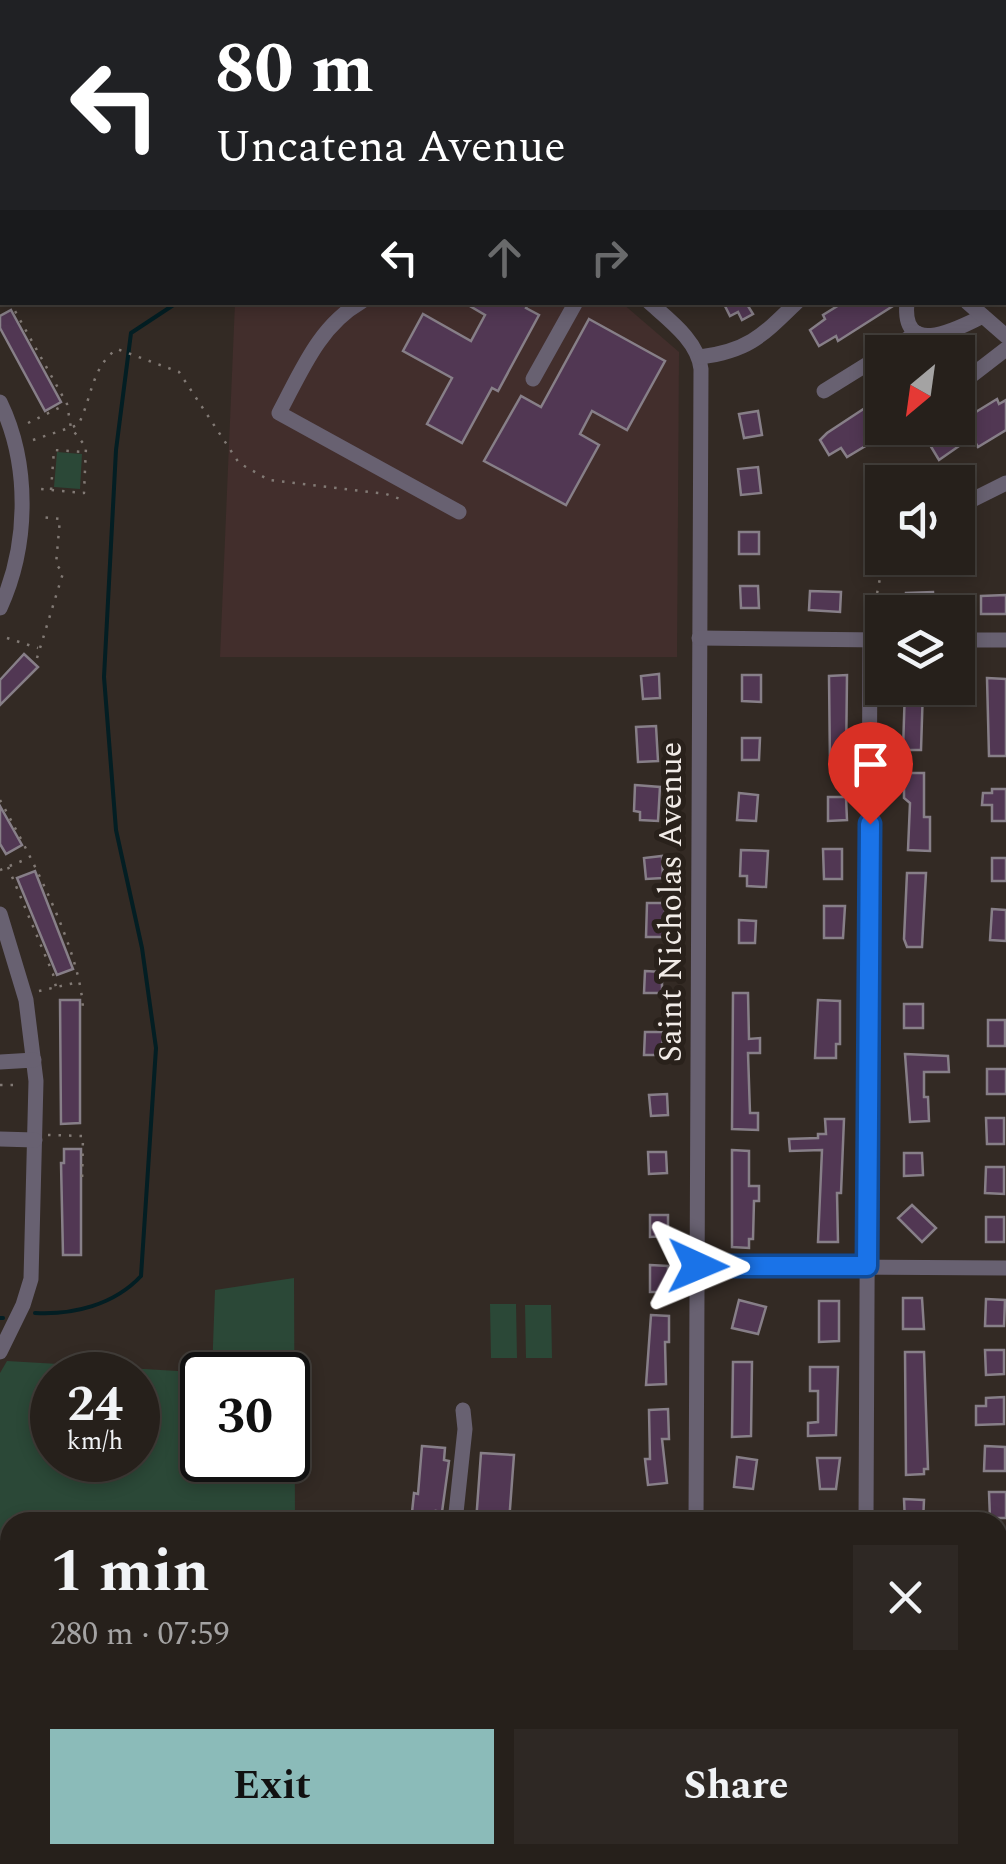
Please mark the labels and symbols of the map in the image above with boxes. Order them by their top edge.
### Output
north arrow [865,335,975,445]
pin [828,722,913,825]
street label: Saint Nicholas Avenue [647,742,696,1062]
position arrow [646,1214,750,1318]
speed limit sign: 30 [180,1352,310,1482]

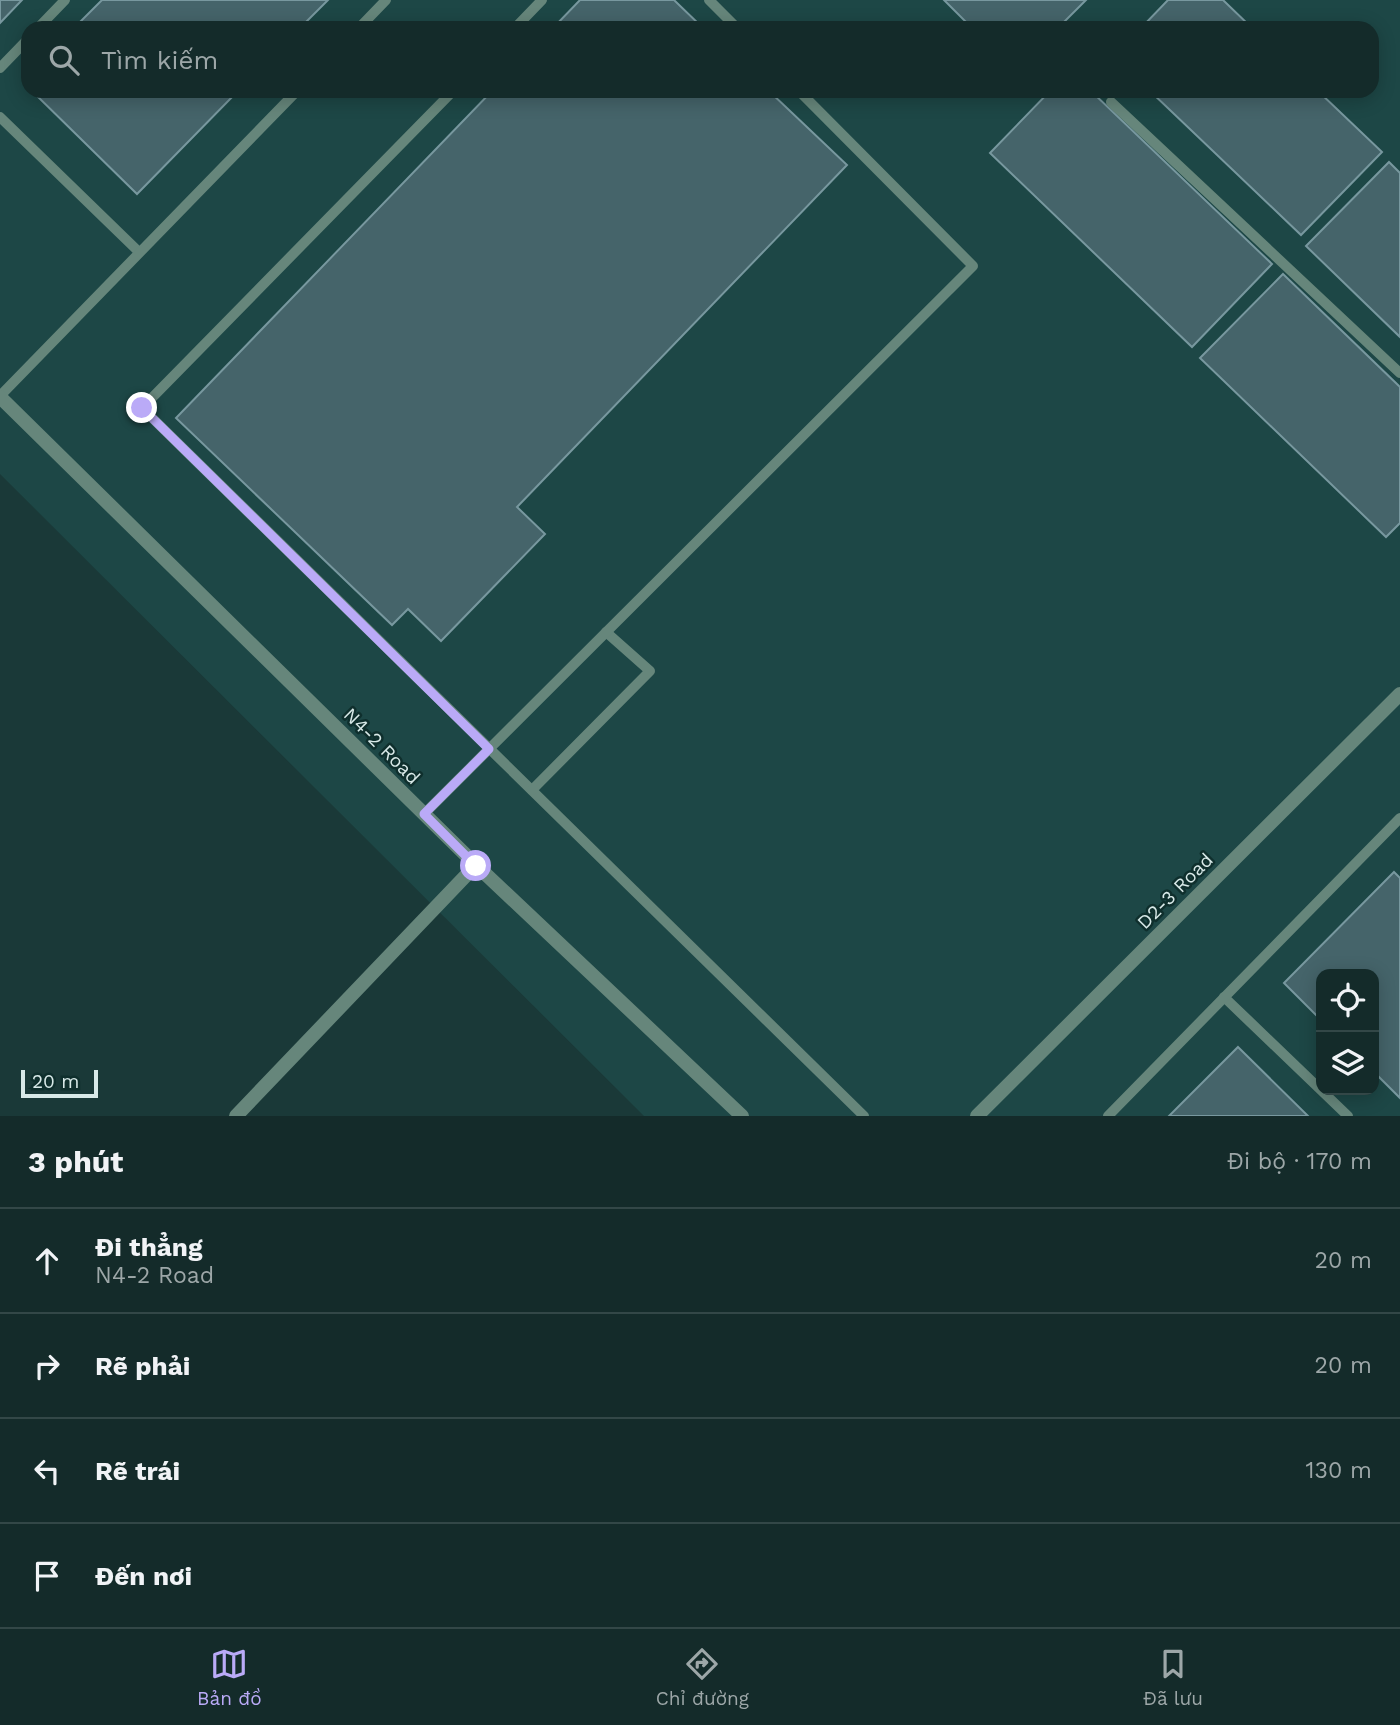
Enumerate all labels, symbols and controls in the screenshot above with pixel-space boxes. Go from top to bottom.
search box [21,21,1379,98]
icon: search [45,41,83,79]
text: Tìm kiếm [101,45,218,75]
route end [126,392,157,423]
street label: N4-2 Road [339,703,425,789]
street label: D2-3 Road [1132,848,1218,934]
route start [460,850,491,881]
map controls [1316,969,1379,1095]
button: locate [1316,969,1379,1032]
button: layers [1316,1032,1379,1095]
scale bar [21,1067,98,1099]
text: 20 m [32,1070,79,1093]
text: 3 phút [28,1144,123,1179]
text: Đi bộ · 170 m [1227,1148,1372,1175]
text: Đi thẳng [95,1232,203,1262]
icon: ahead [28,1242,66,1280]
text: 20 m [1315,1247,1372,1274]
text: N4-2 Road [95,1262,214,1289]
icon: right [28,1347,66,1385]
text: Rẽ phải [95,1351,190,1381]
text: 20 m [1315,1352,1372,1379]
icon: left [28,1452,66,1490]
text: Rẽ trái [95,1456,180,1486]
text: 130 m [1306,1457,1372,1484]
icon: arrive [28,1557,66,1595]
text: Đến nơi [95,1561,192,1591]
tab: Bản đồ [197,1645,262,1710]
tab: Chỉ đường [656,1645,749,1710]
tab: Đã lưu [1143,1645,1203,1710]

Exercise description: Reproduce the lines word for word, starting at the one holding "Enumerate all labels, symbols" and ending at the final line of the material above.

Answer to the problem:
Enumerate all labels, symbols and controls in the screenshot above with pixel-space boxes. Go from top to bottom.
search box [21,21,1379,98]
icon: search [45,41,83,79]
text: Tìm kiếm [101,45,218,75]
route end [126,392,157,423]
street label: N4-2 Road [339,703,425,789]
street label: D2-3 Road [1132,848,1218,934]
route start [460,850,491,881]
map controls [1316,969,1379,1095]
button: locate [1316,969,1379,1032]
button: layers [1316,1032,1379,1095]
scale bar [21,1067,98,1099]
text: 20 m [32,1070,79,1093]
text: 3 phút [28,1144,123,1179]
text: Đi bộ · 170 m [1227,1148,1372,1175]
text: Đi thẳng [95,1232,203,1262]
icon: ahead [28,1242,66,1280]
text: 20 m [1315,1247,1372,1274]
text: N4-2 Road [95,1262,214,1289]
icon: right [28,1347,66,1385]
text: Rẽ phải [95,1351,190,1381]
text: 20 m [1315,1352,1372,1379]
icon: left [28,1452,66,1490]
text: Rẽ trái [95,1456,180,1486]
text: 130 m [1306,1457,1372,1484]
icon: arrive [28,1557,66,1595]
text: Đến nơi [95,1561,192,1591]
tab: Bản đồ [197,1645,262,1710]
tab: Chỉ đường [656,1645,749,1710]
tab: Đã lưu [1143,1645,1203,1710]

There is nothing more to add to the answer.